Turned out very well, Oscar. Great idea.


----------



## anndel (Aug 18, 2019)

Awesome carving, cheers!


----------



## JOAT (Apr 9, 2010)

Nice, but I am not sure I even know anyone who wears a watch anymore. I know I have not worn one since around 1995. Now just check my phone if I want to know the time.


----------



## honesttjohn (Feb 17, 2015)

That's worth more than my watch -- which was $8 at WalMart. Just want to know what time it is. Don't need anything fancier.


----------



## Oscar36 (Feb 23, 2019)

JOAT, A lot less people wear watches now a days. I even stopped wearing watches for a while but that only lasted a little bit. Most of my career I worked in areas where phones were not allowed so it was nice having a watch. 

What's nice about this design is it can be used for more than watches.

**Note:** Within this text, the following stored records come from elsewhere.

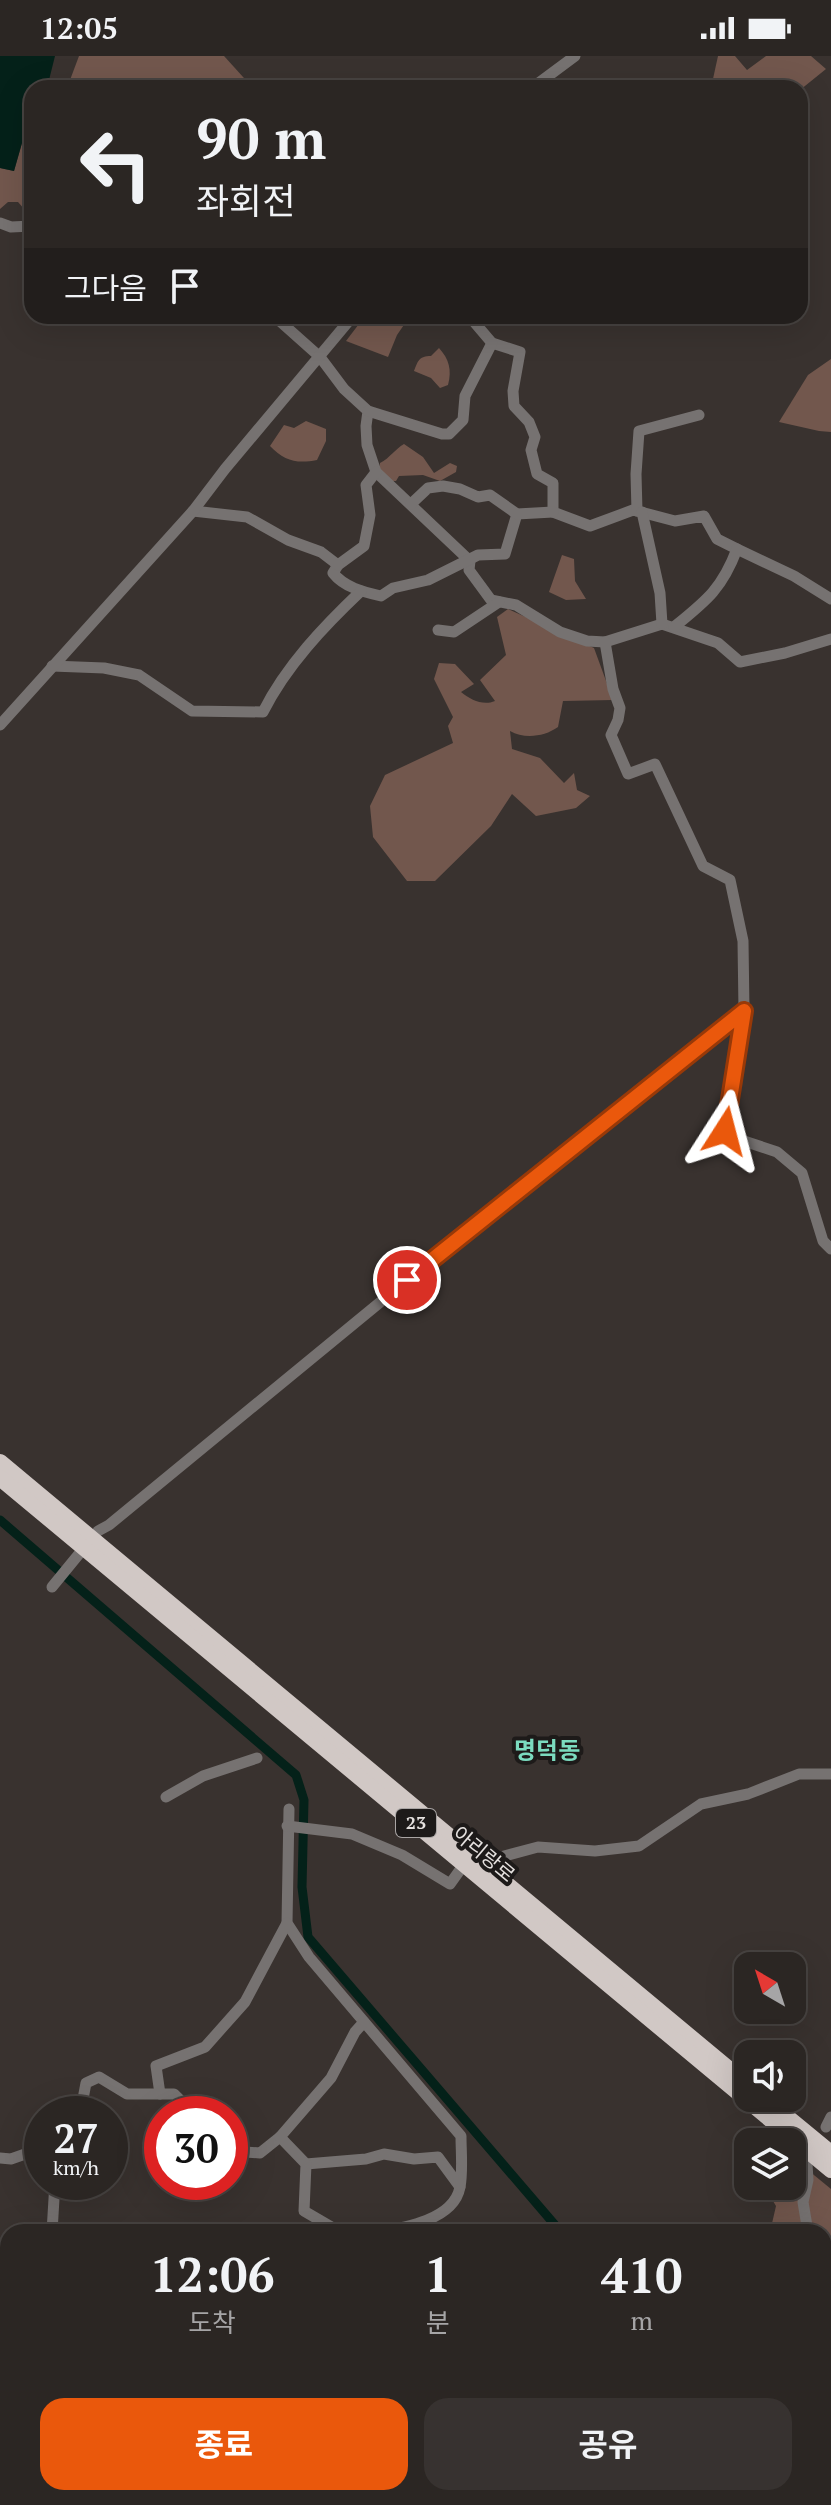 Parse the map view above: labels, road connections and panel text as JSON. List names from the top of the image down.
{
  "streets": {
    "highway": ["23", "아리랑로"]
  },
  "districts": ["명덕동"],
  "north": "top left",
  "page": {
    "status": "12:05",
    "turn": ["90 m", "좌회전"],
    "then": "그다음",
    "speed": "27 km/h",
    "limit": "30",
    "eta": [
      "12:06",
      "도착",
      "1",
      "분",
      "410",
      "m"
    ],
    "buttons": ["종료", "공유"]
  }
}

My wife just requested one for bracelets. It of course has to have a lotus flower design carved in it. I am still trying to figure out the design.

honesttjohn, Not sure about that. I used what ever nice scrap wood I had laying around.


----------



## JOAT (Apr 9, 2010)

Oscar36 said:


> What's nice about this design is it can be used for more than watches. My wife just requested one for bracelets.


OK, that makes sense to me. I think you would do well selling them, if you call them bracelet stands, instead of watch stands. I wore a watch daily, until I got disability, and no longer HAD to keep track of time. A bit after that stopped wearing a watch period. Altho, did have a nice pocket watch, one that played music when you opened the lid, carried that for awhile, but then stopped carrying it too.


----------



## Oscar36 (Feb 23, 2019)

Sounds like a very cool watch. 

Woodworking is just my stress reliever. I do woodworking for myself and gifts. No selling projects (not counting patterns and plans). At least up to this point.


----------



## PhilBa (Sep 25, 2014)

Oscar36 said:


> JOAT, A lot less people wear watches now a days. I even stopped wearing watches for a while but that only lasted a little bit. Most of my career I worked in areas where phones were not allowed so it was nice having a watch.
> 
> What's nice about this design is it can be used for more than watches. My wife just requested one for bracelets. It of course has to have a lotus flower design carved in it. I am still trying to figure out the design.
> 
> honesttjohn, Not sure about that. I used what ever nice scrap wood I had laying around.


Actually, watches are coming back - millenials are wearing them.


----------



## JOAT (Apr 9, 2010)

PhilBa said:


> Actually, watches are coming back - millenials are wearing them.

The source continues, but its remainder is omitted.